Fast forward to 1982. Professor Peter Irons writes to say he wants to talk to my father because he’s writing a book. He had some evidence. … To learn he had uncovered evidence of government misconduct that would allow my father’s case to be reopened, was unbelievable. Until that time, I did not know that my father deep down inside had always been looking for someone to help him reopen his case. But he didn’t know how to do that because attorneys cost a lot of money, and he didn’t know any attorneys.

If you really believe you are right, and you want not only for yourself but for this country to make a big difference – that’s the story of Fred Korematsu, of one person who could make a difference. But the Japanese-American community was not supportive once they learned what was going on. They thought if my father reopened his court case, they would lose the chance for redress and reparations. It was the same story form the time when my father took a stand in 1942 to disobey military orders. His own Japanese-American community did not support him. He was vilified from Day One. They didn’t want anything to do with him, because they thought if they associated with my father, some harm might come to them … so my father just went it alone, always. For him not to have a grudge, really says something about his character. He lived by his principles. Not everyone can say that they lived by their principles. But he truly did.

So when his conviction was overturned in 1983, he had done this not only for himself and for the Japanese-American community, but for future generations. And this weight, not only lifted off his shoulders but all those other people that been incarcerated, because they had walked around in shame all those years. No one really talked about their experiences during the Japanese-American incarceration, because after they got out of camp they just wanted to go forward and prove they were good Americans. They wanted to give back to the community, raise their families, work hard. That’s what this American dream is all about.

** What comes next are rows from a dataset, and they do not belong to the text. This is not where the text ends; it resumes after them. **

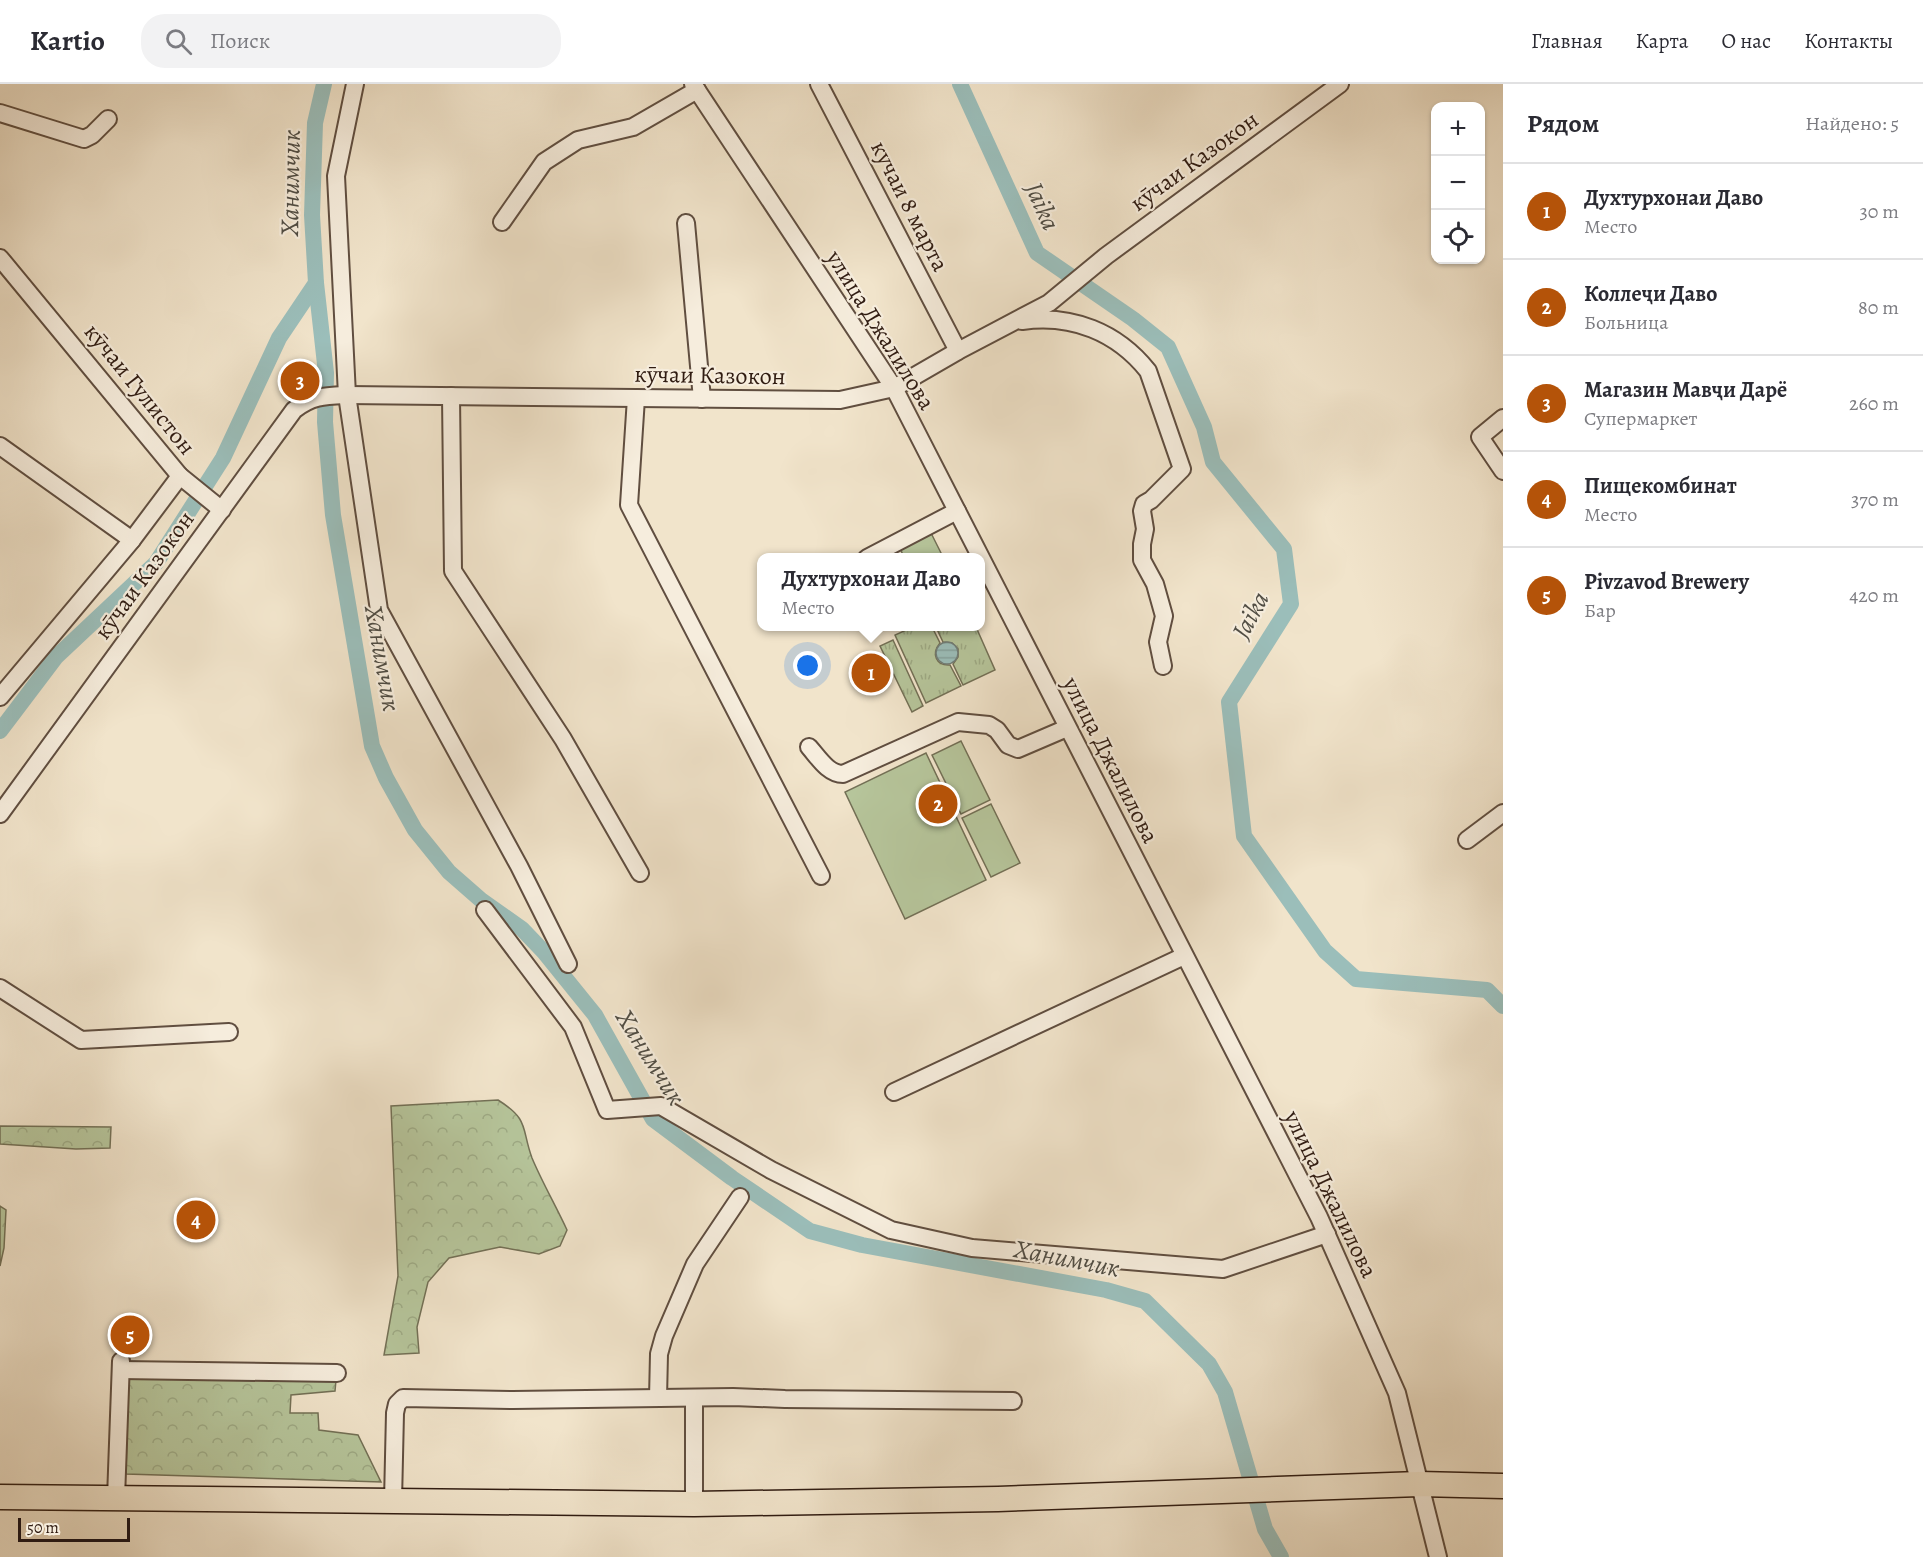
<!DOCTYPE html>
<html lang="ru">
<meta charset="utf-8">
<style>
body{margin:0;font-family:Alegreya,serif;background:#f2f2f3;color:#2b2b33}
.controls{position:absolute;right:18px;top:18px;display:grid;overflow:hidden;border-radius:12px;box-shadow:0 2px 4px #0004}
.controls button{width:54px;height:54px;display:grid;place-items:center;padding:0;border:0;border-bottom:2px solid #e1e1e2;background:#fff;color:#2b2b33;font:30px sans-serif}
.scale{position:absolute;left:18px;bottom:15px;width:112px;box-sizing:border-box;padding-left:6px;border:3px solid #301c12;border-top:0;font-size:16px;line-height:21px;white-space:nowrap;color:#301c12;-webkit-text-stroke:4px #f6eddd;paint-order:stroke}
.you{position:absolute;left:808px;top:582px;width:21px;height:21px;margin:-15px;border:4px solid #fff;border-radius:50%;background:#1a73e8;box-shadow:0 0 0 9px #1a73e833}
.badge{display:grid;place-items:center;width:39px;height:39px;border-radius:50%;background:#b45309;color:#fff;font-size:20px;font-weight:700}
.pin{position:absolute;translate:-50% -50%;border:3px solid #fff;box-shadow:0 2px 6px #0006}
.popup{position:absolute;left:757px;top:469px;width:228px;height:78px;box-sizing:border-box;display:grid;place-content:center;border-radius:12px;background:#fff;filter:drop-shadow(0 2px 4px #0005);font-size:20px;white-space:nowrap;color:#7c7c81}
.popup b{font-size:22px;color:#2b2b33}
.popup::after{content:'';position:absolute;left:50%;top:100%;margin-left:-12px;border:12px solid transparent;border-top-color:#fff}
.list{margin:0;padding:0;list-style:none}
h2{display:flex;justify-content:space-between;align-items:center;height:78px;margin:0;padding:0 24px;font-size:26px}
h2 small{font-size:20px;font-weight:400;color:#7c7c81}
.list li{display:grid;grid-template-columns:39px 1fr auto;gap:18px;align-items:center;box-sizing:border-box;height:96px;padding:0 24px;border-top:2px solid #e1e1e2}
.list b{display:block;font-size:22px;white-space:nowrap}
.list p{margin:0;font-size:20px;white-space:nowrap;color:#7c7c81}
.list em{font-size:20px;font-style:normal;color:#7c7c81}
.icon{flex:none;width:33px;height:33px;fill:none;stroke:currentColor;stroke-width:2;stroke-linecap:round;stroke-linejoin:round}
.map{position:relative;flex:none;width:1503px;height:1473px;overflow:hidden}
header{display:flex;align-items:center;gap:36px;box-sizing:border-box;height:84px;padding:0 30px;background:#fff;border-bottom:2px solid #e1e1e2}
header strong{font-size:28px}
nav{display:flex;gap:33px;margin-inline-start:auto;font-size:21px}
.search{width:420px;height:54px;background:#f2f2f3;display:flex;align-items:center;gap:15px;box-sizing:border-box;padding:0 21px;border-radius:24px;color:#7c7c81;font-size:22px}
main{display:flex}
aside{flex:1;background:#fff}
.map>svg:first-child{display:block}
</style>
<header>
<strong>Kartio</strong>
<div class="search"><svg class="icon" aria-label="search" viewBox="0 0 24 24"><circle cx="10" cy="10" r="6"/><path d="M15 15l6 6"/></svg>Поиск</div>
<nav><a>Главная</a><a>Карта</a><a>О нас</a><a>Контакты</a></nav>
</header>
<main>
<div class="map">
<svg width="1503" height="1473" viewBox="0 0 1503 1473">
<defs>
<pattern id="grass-tufts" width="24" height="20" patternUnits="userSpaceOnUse" patternTransform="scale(1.5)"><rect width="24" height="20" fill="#b6c59b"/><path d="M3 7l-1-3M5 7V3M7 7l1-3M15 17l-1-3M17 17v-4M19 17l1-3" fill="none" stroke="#9da984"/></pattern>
<pattern id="forest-crowns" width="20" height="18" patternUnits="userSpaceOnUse" patternTransform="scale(1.5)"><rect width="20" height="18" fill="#b6c59b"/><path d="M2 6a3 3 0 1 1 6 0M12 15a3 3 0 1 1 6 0" fill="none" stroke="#9da984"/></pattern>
<pattern id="water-rules" width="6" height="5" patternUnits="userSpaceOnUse" patternTransform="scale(1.5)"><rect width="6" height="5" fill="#9bbeba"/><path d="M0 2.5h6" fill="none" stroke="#86a39f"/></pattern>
</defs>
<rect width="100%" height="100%" fill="#f1e4cb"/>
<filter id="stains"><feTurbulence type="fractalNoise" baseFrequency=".00333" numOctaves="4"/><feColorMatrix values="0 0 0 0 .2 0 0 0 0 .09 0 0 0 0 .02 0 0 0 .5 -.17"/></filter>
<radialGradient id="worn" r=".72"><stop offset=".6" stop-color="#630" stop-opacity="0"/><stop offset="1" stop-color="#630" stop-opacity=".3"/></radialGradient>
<g fill="url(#grass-tufts)" stroke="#737056" stroke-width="1.5">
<path d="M 928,443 L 943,473 L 904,473 L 898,460 Z"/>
<path d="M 915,542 L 932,543 L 940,559 C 931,570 936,582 950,581 L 961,602 L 926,619 L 895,551 Z"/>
<path d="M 936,543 L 976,543 L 995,586 L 963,601 L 953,580 L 958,573 L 958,565 L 952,559 L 943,558 Z"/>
<path d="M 893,556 L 923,622 L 912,628 L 880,562 Z"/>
</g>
<g fill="url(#forest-crowns)" stroke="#737056" stroke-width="1.5">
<path d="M 498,1016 C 530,1036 521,1044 532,1074 C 542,1098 556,1122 567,1146 L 560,1162 L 539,1170 L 500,1163 L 449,1174 L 428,1198 L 417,1243 L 419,1269 L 384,1271 L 398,1192 L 391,1022 Z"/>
<path d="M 0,1042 L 111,1043 L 110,1064 L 76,1065 L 0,1060 Z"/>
<path d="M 0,1122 L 6,1126 L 4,1164 L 0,1182 Z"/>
<path d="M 128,1295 L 336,1296 L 335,1307 L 291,1311 L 290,1329 L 318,1329 L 319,1346 L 358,1351 L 381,1398 L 126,1390 Z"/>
</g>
<g fill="#b6c59b" stroke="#737056" stroke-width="1.5">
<path d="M 961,657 L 990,716 L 961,730 L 932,671 Z"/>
<path d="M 926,669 L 986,796 L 905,835 L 845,708 Z"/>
<path d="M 991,720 L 1020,779 L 991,793 L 962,734 Z"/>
</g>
<circle fill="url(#water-rules)" stroke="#707d77" stroke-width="1.5" cx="947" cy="569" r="11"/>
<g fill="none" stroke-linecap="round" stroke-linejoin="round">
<g stroke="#9bbeba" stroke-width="16">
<path d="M 960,0 L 1037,169 L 1133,235 L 1168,263 L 1204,343 L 1213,378 L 1284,465 L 1291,520 L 1229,618 L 1244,752 L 1325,867 L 1356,895 L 1487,906 L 1503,922"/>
<path d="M 316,199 L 326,289 L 325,338 L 333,431 L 372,662 L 386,694 L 415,746 L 449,788 L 481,816 L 522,845 L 544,868 L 595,931 L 653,1035 L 732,1094 L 810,1147 L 862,1161 L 1106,1206 L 1145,1217 L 1209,1280 L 1225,1308 L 1265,1445 L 1281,1473"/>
<path d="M 0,647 L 56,573 L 156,479 L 223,374 L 279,254 L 316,199 L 312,131 L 315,39 L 324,0"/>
</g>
<defs>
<g id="minor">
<path d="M 355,0 L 336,92 L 347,311 L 379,526 L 519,782 L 568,880"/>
<path d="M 693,0 L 894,304 L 1319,1133 L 1397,1309 L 1438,1473"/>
<path d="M 819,0 L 958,267"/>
<path d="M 0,29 L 84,55 L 92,51 L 108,35"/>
<path d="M 502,138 L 544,78 L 578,56 L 633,43 L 697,6"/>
<path d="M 686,139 L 702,315"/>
<path d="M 0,174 L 180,392 L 132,456 L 0,613"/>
<path d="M 1022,237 C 1072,230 1117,248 1148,287 L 1182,385 L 1151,416 L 1144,420 L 1142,427 L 1145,445 L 1142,460 L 1142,476 L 1155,500 L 1164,532 L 1158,558 L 1163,582"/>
<path d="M 451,312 L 453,487 L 563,655 L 640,789"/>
<path d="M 636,314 L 629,421 L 821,792"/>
<path d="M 1503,334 L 1480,353 L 1503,387"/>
<path d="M 0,362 L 132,456"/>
<path d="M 180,392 L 222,426"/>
<path d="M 867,474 L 957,427"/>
<path d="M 809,663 C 818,673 828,690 843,690 L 958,638 L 989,641 L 997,646 L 1008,661 L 1018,665 L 1067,644"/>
<path d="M 0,730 L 294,326 C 312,312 324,312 347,311 L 840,316 L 894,304 L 958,267 L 1049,219 L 1106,172 L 1340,0"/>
<path d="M 1467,756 L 1503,729"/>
<path d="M 485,826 L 573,943 L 607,1026 L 661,1022 L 771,1086 L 891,1146 L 972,1164 L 1223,1185 L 1327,1150"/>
<path d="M 0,904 L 81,956 L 229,948"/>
<path d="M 894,1008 L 1184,872"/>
<path d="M 121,1286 L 337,1289"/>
<path d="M 658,1314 L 659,1270 L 664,1252 L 695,1180 L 740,1113"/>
<path d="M 116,1414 L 121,1277"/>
<path d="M 393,1417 L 395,1329 L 397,1320 L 403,1314 L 513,1316 L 733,1313 L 785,1315 L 1013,1317"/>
<path d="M 694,1420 L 694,1314"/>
</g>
<path id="highway" d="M 0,1413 L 694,1420 L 998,1415 L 1419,1400 L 1503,1402"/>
</defs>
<use href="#minor" stroke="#604e40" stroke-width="20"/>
<use href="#highway" stroke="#301c12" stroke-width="27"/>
<use href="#minor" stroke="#f6eddd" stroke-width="16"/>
<use href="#highway" stroke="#f1e4cb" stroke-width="24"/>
</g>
<g text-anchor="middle" stroke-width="4.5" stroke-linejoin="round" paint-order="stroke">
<g font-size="24" fill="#301c12" stroke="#f6eddd">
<text transform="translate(1194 77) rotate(-36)" y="8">кӯчаи Казокон</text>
<text transform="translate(910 122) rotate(63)" y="8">кучаи 8 марта</text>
<text transform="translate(881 246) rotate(58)" y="8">улица Джалилова</text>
<text transform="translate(710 291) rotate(1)" y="8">кӯчаи Казокон</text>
<text transform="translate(140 305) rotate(51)" y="8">кӯчаи Гулистон</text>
<text transform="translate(144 491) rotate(-54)" y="8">кӯчаи Казокон</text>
<text transform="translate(1111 676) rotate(63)" y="8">улица Джалилова</text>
<text transform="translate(1331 1110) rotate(64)" y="8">улица Джалилова</text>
</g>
<g font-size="26" font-style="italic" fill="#504d44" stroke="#f6eddd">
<text transform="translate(290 99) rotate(-89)" y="9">Ханимчик</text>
<text transform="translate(1043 122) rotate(66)" y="9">Jaika</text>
<text transform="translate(1250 531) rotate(-62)" y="9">Jaika</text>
<text transform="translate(383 574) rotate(80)" y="9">Ханимчик</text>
<text transform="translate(651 973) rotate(58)" y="9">Ханимчик</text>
<text transform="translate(1067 1174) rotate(11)" y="9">Ханимчик</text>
</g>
</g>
<rect width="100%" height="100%" filter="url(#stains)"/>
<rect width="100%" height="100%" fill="url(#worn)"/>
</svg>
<div class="controls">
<button>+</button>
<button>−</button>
<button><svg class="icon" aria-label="locate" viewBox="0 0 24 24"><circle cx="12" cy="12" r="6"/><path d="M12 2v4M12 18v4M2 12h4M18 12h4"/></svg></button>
</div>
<div class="scale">50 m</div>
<div class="you"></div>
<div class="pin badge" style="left:871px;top:589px">1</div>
<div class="popup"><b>Духтурхонаи Даво</b>Место</div>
<div class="pin badge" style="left:938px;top:720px">2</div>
<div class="pin badge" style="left:300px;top:297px">3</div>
<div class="pin badge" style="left:196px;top:1136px">4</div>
<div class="pin badge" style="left:130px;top:1251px">5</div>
</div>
<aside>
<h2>Рядом<small>Найдено: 5</small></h2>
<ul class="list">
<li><span class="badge">1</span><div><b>Духтурхонаи Даво</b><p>Место</p></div><em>30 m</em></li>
<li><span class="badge">2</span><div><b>Коллеҷи Даво</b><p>Больница</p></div><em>80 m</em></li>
<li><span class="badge">3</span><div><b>Магазин Мавҷи Дарё</b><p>Супермаркет</p></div><em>260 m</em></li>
<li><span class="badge">4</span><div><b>Пищекомбинат</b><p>Место</p></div><em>370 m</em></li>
<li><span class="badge">5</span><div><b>Pivzavod Brewery</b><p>Бар</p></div><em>420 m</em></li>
</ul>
</aside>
</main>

When my father’s case was overturned, he could have said, OK, none of you ever supported me, none of the Japanese-American community supported me. But he was not like that. He was shy, but … he realized that education was important, that in order for something like the Japanese-American internment not to happen again, he had to keep speaking out. So that’s why he crisscrossed the United States and spoke to whomever invited him. He really wanted to make a difference, and that’s why he received the 1998 Presidential Medal of Freedom.